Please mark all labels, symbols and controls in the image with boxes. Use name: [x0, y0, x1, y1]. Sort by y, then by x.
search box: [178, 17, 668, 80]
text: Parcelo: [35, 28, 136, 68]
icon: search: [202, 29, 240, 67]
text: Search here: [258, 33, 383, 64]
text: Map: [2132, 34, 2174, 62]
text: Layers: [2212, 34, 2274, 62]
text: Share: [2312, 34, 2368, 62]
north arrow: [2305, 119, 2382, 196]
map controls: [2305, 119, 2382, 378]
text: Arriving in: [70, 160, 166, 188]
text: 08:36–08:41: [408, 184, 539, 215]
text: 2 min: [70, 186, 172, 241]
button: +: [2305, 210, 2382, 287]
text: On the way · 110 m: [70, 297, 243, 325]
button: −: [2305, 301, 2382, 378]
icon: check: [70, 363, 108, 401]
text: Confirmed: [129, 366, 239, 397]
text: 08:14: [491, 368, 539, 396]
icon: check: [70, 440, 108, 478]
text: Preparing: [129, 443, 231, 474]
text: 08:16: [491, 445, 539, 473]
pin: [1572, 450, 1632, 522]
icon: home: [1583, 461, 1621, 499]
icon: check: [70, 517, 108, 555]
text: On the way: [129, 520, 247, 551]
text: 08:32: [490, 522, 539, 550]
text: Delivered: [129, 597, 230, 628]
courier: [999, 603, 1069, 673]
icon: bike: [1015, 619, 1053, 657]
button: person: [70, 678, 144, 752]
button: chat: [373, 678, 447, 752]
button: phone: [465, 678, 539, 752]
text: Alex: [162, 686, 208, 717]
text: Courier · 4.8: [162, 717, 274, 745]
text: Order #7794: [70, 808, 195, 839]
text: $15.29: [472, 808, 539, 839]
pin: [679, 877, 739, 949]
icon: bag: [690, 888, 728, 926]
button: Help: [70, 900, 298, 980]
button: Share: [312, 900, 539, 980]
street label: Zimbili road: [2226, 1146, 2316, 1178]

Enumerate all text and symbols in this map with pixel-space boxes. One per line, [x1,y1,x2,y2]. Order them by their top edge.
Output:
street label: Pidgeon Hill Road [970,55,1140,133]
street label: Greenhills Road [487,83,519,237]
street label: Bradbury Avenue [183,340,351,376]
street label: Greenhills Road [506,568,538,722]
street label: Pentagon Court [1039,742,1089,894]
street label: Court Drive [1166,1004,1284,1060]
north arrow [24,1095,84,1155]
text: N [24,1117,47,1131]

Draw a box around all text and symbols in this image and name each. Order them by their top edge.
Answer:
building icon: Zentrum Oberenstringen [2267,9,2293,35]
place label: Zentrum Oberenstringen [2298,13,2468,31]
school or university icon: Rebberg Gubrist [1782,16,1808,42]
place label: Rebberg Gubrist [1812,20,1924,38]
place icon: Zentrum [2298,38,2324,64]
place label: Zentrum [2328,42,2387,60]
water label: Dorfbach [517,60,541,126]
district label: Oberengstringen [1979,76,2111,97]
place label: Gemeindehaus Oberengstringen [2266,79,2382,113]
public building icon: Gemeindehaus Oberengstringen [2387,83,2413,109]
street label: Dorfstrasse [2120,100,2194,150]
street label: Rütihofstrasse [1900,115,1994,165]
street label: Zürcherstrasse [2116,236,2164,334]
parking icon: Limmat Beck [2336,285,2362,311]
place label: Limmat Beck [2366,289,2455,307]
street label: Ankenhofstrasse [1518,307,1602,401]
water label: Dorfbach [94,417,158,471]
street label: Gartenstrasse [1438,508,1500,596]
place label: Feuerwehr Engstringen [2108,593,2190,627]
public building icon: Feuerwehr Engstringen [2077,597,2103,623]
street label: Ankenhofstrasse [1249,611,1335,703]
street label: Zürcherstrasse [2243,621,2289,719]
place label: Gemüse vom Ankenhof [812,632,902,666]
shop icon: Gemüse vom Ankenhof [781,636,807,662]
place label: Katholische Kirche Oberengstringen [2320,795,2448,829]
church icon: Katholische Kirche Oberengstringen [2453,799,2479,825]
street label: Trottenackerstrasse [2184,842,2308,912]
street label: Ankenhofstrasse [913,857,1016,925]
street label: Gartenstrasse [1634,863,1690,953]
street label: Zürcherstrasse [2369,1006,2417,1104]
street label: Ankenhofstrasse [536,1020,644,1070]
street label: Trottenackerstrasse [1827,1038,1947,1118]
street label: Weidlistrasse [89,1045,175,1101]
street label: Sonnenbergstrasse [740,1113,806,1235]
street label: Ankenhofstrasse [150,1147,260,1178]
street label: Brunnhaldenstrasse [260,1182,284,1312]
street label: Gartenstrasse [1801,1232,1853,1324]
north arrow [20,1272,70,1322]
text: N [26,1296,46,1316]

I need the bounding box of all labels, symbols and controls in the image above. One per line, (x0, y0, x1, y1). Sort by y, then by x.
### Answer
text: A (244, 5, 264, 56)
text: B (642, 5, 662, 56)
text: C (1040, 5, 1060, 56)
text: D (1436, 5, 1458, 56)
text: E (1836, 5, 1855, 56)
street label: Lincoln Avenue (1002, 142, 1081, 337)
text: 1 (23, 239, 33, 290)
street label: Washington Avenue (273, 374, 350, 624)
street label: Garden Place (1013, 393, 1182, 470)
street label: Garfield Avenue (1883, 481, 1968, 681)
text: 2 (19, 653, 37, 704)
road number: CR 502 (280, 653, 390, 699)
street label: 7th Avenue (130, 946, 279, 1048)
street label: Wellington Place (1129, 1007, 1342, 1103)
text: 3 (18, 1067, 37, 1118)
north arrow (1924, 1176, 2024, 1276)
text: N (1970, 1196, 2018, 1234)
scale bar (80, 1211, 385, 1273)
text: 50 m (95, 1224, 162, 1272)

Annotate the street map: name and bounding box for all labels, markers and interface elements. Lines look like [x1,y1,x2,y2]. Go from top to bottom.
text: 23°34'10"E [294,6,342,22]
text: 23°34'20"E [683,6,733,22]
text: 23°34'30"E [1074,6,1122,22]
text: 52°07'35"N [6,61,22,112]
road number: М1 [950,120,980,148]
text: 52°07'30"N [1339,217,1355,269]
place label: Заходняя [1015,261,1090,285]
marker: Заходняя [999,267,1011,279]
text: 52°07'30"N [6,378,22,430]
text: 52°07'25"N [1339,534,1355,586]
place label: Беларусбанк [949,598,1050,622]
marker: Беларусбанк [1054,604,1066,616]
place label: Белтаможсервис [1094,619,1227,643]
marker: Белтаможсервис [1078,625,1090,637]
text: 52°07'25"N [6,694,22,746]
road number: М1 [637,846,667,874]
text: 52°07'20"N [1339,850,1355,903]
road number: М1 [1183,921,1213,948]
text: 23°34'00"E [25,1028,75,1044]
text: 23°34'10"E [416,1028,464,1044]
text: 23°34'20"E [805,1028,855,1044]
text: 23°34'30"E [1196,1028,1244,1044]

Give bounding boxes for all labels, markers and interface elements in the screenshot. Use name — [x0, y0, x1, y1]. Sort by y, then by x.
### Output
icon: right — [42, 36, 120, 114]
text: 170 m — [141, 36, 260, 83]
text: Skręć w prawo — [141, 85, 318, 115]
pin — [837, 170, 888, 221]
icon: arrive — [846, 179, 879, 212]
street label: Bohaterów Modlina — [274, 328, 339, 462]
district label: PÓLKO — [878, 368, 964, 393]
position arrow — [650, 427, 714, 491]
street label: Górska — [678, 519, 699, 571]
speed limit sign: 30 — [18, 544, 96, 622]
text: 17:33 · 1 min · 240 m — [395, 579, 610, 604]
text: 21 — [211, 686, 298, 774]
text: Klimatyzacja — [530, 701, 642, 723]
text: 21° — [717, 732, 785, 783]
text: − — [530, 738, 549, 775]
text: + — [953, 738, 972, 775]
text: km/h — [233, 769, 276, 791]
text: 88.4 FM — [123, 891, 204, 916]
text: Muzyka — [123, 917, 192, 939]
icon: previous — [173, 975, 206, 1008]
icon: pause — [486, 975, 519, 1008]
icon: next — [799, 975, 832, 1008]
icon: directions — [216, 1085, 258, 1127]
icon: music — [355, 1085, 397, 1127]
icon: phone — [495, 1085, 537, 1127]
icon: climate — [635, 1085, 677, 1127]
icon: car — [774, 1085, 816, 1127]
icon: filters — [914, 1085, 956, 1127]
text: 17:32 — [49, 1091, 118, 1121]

····················

● **WORK TO BE COMPLETED**:
Scan the material above for the string "Feuerwehr", returning each line that contains it.

● **TASK ANSWER**:
place label: Feuerwehr Engstringen [2108,593,2190,627]
public building icon: Feuerwehr Engstringen [2077,597,2103,623]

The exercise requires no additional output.